Sarbanes-Oxley: Five years on

Posted by Reading Time: 2 minutes

By Andy Scott

Aug. 2 – Monday was the fifth anniversary of the signing of the Sarbanes Oxley Act, a law that has had a huge impact on business and accounting practices both in the United States, and overseas.

One will remember that as a result of the financial scandals in the United States like the spectacular meltdown of public companies like Enron and WorldCom, and the subsequent conviction of their accounting firm Arthur Andersen, The U.S. Congress wrote, and President Bush signed into law, the Sarbanes-Oxley Act of 2002 (SOX). The intent of the act was to address structural internal accounting control weaknesses that affect the capital markets and may contribute to massive stockholder losses, substantial misstatements in the financial statements, the failure of boards of directors and public accountants to detect and correct errors on a timely basis, and the failures of stock analysts to detect weaknesses in financial information.

The impact of SOX on businesses in China was that all accounting firms now had to be registered with the newly created Public Company Accounting Oversight Board (PCAOB). As we wrote in the December, 2005 issue of China Briefing:

In terms of China, you should note that the need to register includes accounting firms that are based outside of the United States if they prepare audit reports for public companies with securities traded on U.S. exchanges.

As Section 106 of the act states in part: “Any foreign public accounting firm that prepares or furnishes an audit report with respect to any issuer, shall be subject to this Act and the rules of the Board and the Commission issued under this Act, in the same manner and to the same extent as a public accounting firm that is organized and operates under the laws of the United States or any State…”

Moreover the U.S. board has authority over foreign accounting firms that play a significant role in such an audit, but do not issue a report. So your China-based accountants, whether local or foreign, must be registered for each audit. This, like some other recent U.S. legislation on national security issues, is a significant extension of the international reach of U.S. legislation.

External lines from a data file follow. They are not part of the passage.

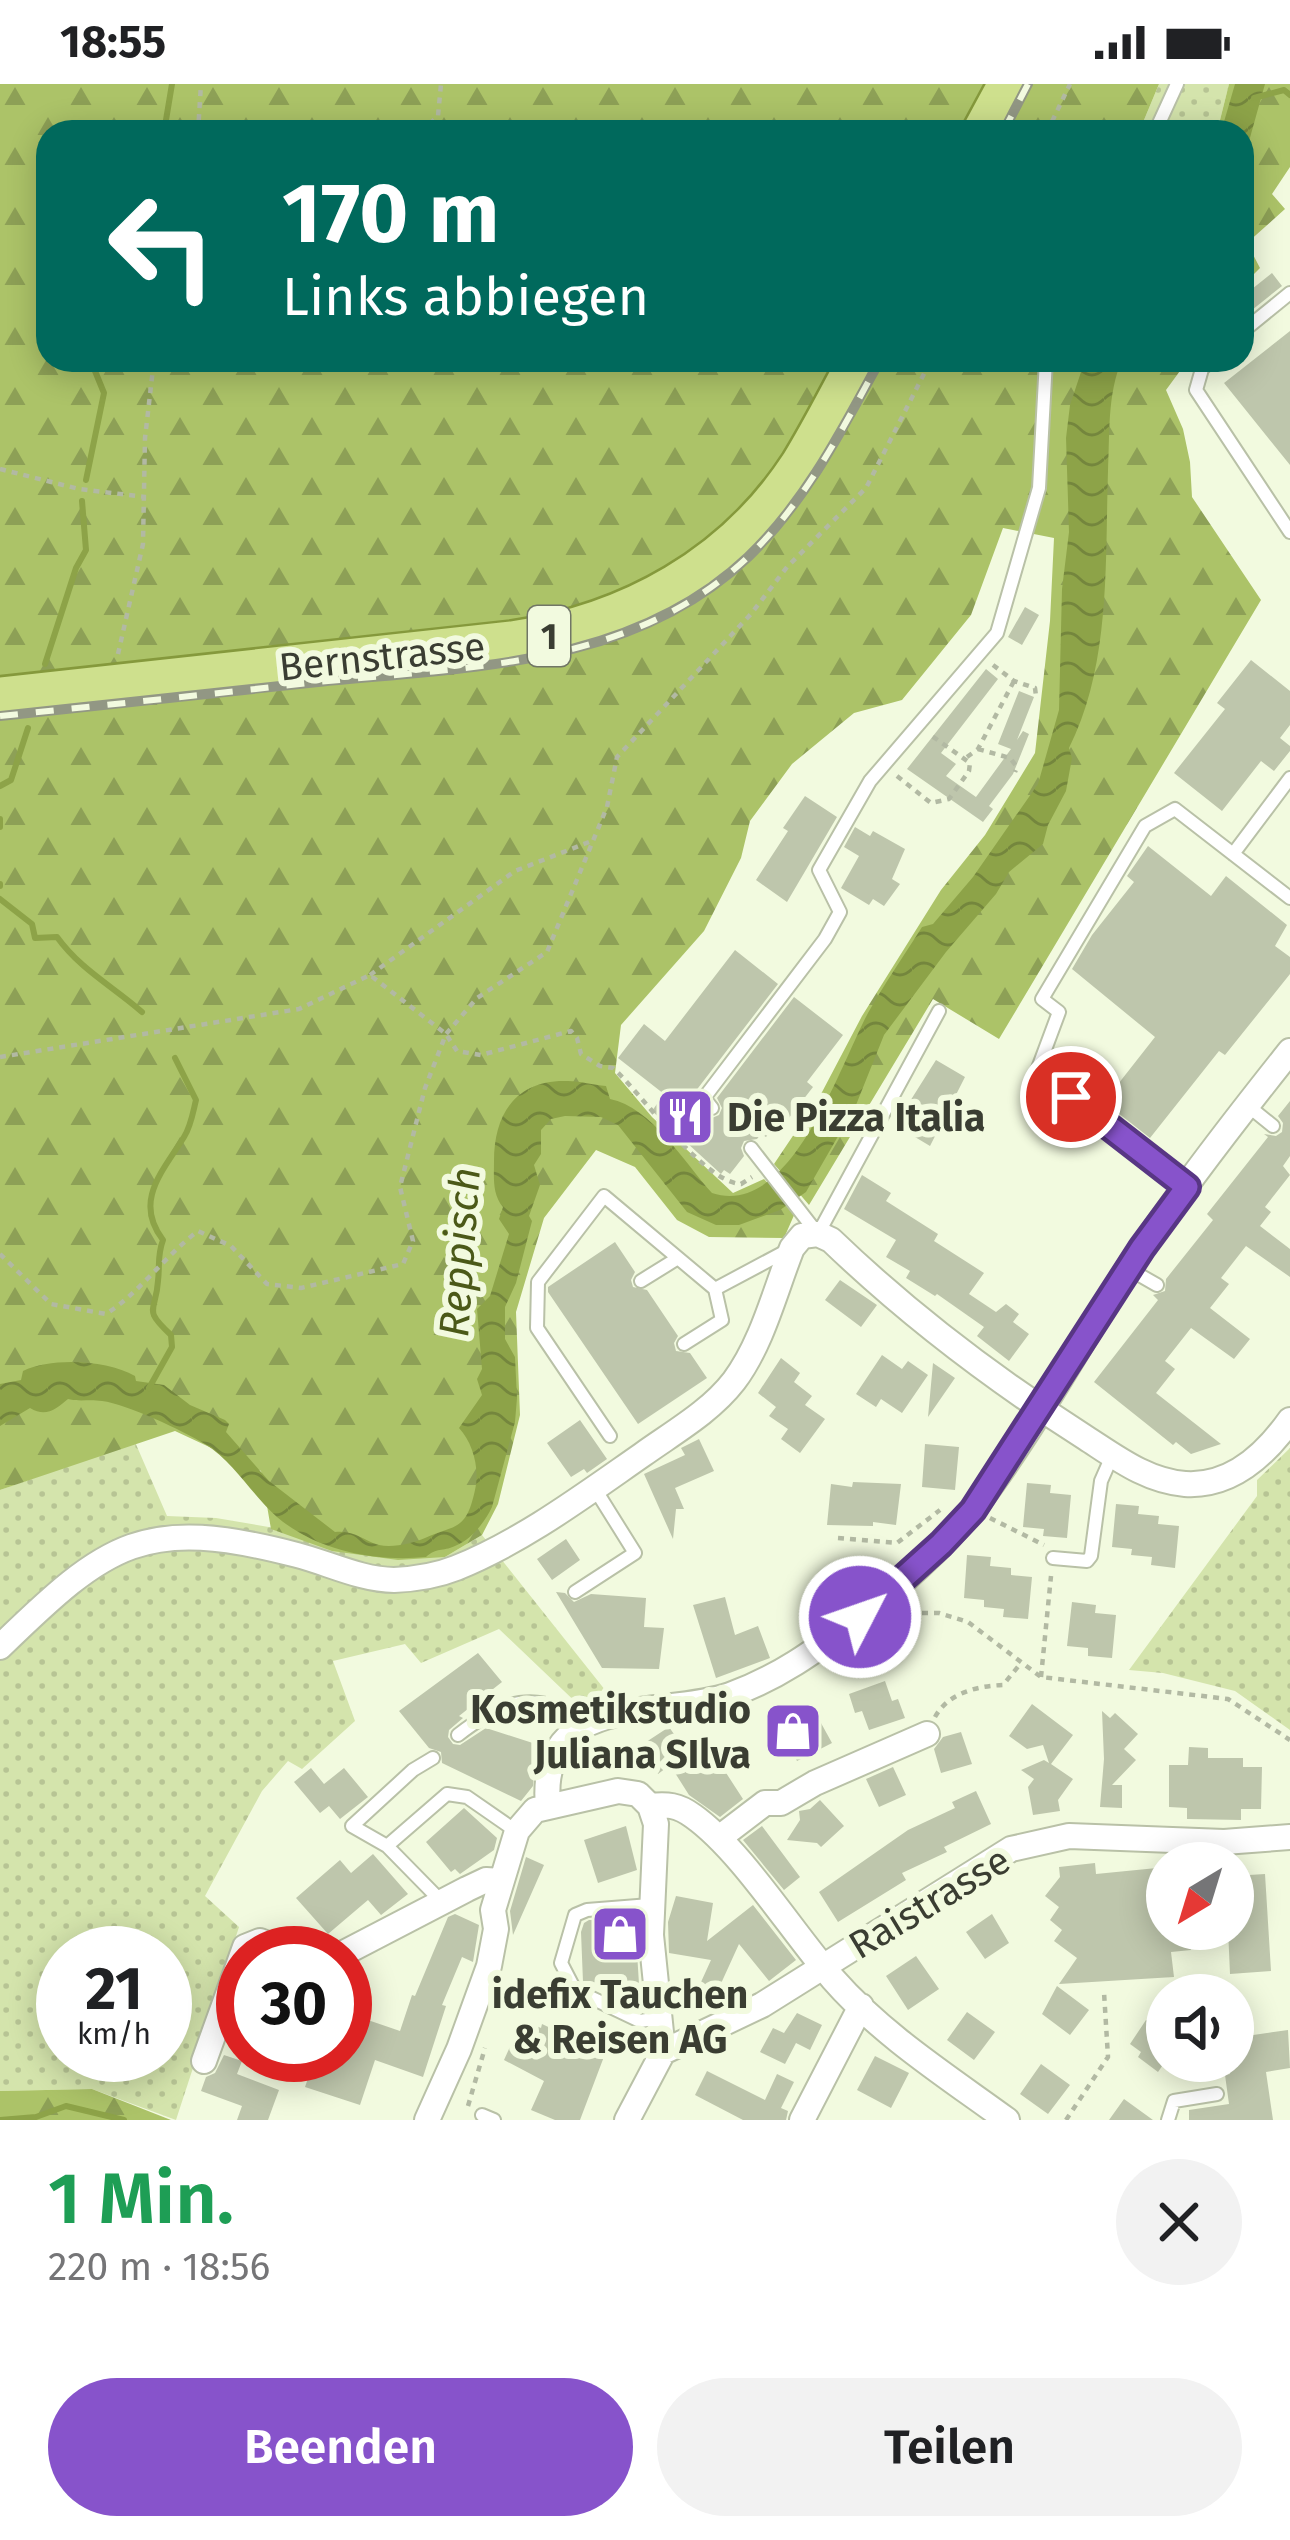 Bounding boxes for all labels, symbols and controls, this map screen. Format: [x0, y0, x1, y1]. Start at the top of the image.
text: 18:55 [60, 15, 166, 69]
text: 170 m [282, 163, 499, 264]
icon: left [84, 168, 240, 324]
text: Links abbiegen [282, 265, 649, 329]
road number: 1 [528, 606, 570, 666]
street label: Bernstrasse [277, 623, 487, 691]
pin [1020, 1046, 1122, 1148]
icon: arrive [1038, 1064, 1104, 1130]
restaurant icon: Die Pizza Italia [654, 1086, 716, 1148]
place label: Die Pizza Italia [727, 1095, 985, 1141]
water label: Reppisch [429, 1165, 491, 1339]
position arrow [797, 1554, 923, 1680]
place label: Kosmetikstudio Juliana SIlva [470, 1687, 751, 1778]
shop icon: Kosmetikstudio Juliana SIlva [762, 1700, 824, 1762]
street label: Raistrasse [841, 1837, 1018, 1969]
north arrow [1146, 1842, 1254, 1950]
map controls [1146, 1842, 1254, 2082]
shop icon: idefix Tauchen & Reisen AG [589, 1903, 651, 1965]
speed limit sign: 30 [216, 1926, 372, 2082]
text: 21 [85, 1953, 143, 2025]
place label: idefix Tauchen & Reisen AG [492, 1972, 748, 2063]
button: sound [1146, 1974, 1254, 2082]
text: km/h [77, 2016, 151, 2052]
text: 1 Min. [48, 2156, 234, 2242]
button: close [1116, 2159, 1242, 2285]
text: 220 m · 18:56 [48, 2244, 270, 2290]
button: Beenden [48, 2378, 633, 2516]
button: Teilen [657, 2378, 1242, 2516] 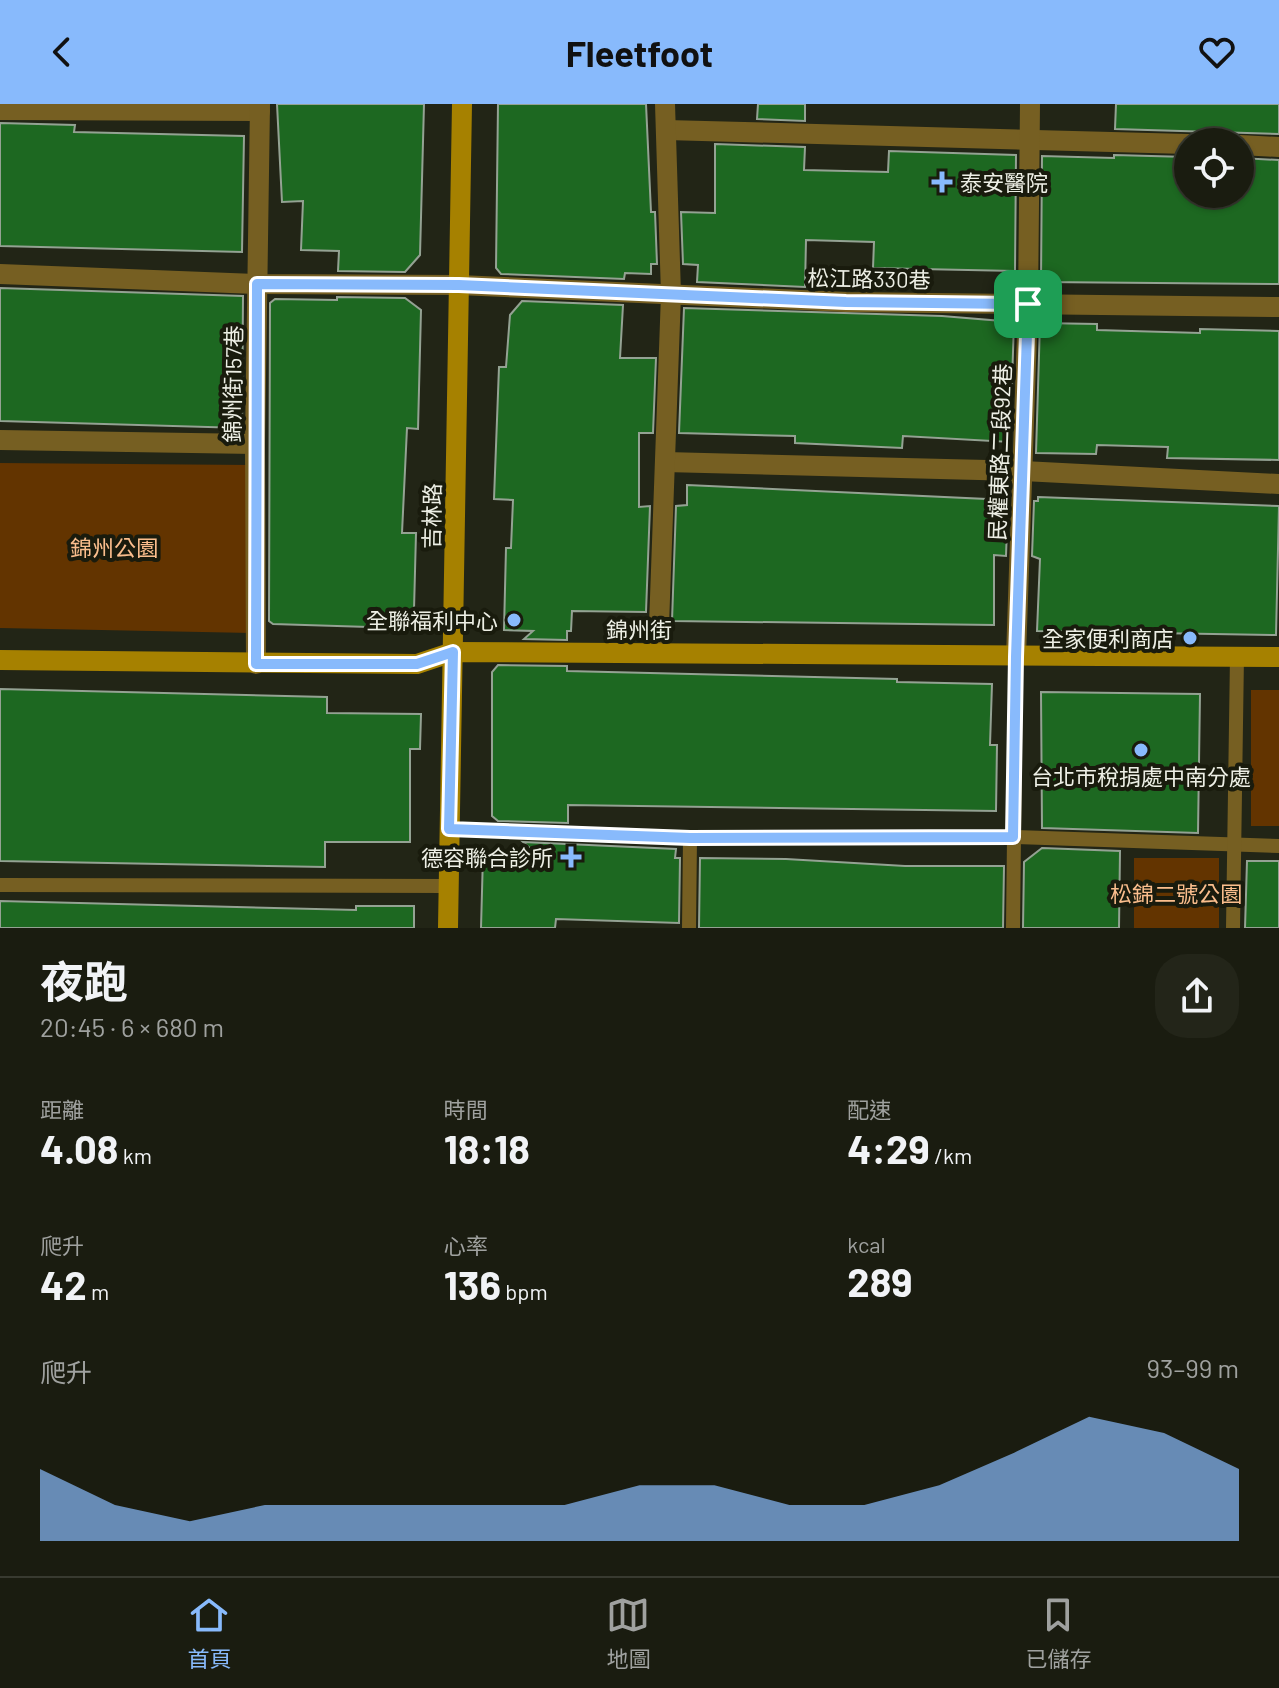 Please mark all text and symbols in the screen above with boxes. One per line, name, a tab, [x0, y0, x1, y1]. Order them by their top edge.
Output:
icon: back	[40, 30, 84, 74]
icon: heart	[1195, 30, 1239, 74]
text: Fleetfoot	[566, 31, 713, 74]
map controls	[1174, 128, 1254, 208]
button: locate	[1174, 128, 1254, 208]
place label: 泰安醫院	[960, 169, 1048, 195]
marker: 泰安醫院	[931, 171, 953, 193]
street label: 松江路330巷	[807, 264, 931, 292]
pin	[994, 270, 1062, 338]
icon: arrive	[1006, 282, 1050, 326]
street label: 錦州街157巷	[218, 325, 246, 443]
street label: 民權東路二段92巷	[983, 363, 1015, 541]
street label: 吉林路	[417, 483, 445, 549]
park label: 錦州公園	[70, 534, 158, 560]
place label: 全聯福利中心	[366, 607, 498, 633]
marker: 全聯福利中心	[505, 611, 523, 629]
street label: 錦州街	[606, 616, 672, 642]
place label: 全家便利商店	[1042, 625, 1174, 651]
marker: 全家便利商店	[1181, 629, 1199, 647]
marker: 台北市稅捐處中南分處	[1132, 741, 1150, 759]
place label: 台北市稅捐處中南分處	[1031, 763, 1251, 789]
place label: 德容聯合診所	[421, 844, 553, 870]
marker: 德容聯合診所	[560, 846, 582, 868]
park label: 松錦二號公園	[1110, 880, 1242, 906]
text: 夜跑	[40, 954, 128, 1007]
button: share	[1155, 954, 1239, 1038]
text: 20:45 · 6 × 680 m	[40, 1011, 224, 1042]
text: 距離	[40, 1096, 84, 1122]
text: 時間	[444, 1096, 488, 1122]
text: 配速	[847, 1096, 891, 1122]
text: 4.08	[40, 1124, 118, 1172]
text: 18:18	[444, 1124, 530, 1172]
text: 4:29	[847, 1124, 930, 1172]
text: km	[118, 1142, 152, 1168]
text: /km	[930, 1142, 972, 1168]
text: kcal	[847, 1231, 886, 1257]
text: 爬升	[40, 1232, 84, 1258]
text: 心率	[444, 1232, 488, 1258]
text: 289	[847, 1257, 913, 1305]
text: 42	[40, 1260, 87, 1308]
text: 136	[444, 1260, 501, 1308]
text: m	[87, 1278, 109, 1304]
text: bpm	[501, 1278, 548, 1304]
text: 93–99 m	[1147, 1352, 1239, 1383]
text: 爬升	[40, 1356, 92, 1387]
tab: 首頁	[187, 1593, 232, 1673]
tab: 地圖	[606, 1593, 651, 1673]
tab: 已儲存	[1025, 1593, 1092, 1673]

Of course, being compliant with all the provisions of SOX, especially Section 404 which requires companies to tighten internal controls, requires time and money. A recent Wall Street Journal article stated that by the end of this year, public companies in the United States will have spent US$26 billion because of the act. The WSJ Business Technology Blog says that most of the chief information officers they spoke to about Sarbanes-Oxley say that they had to set aside more strategic projects in order to focus on compliance.

So was it all worthwhile? On one hand, IT engaged in some much-needed cleanup, fixing processes and small bugs that probably wouldn’t have gotten fixed without the regulatory whip. On the other hand, it took a lot of time and money that could have been invested elsewhere, and probably hasn’t done much to stop corporate fraud.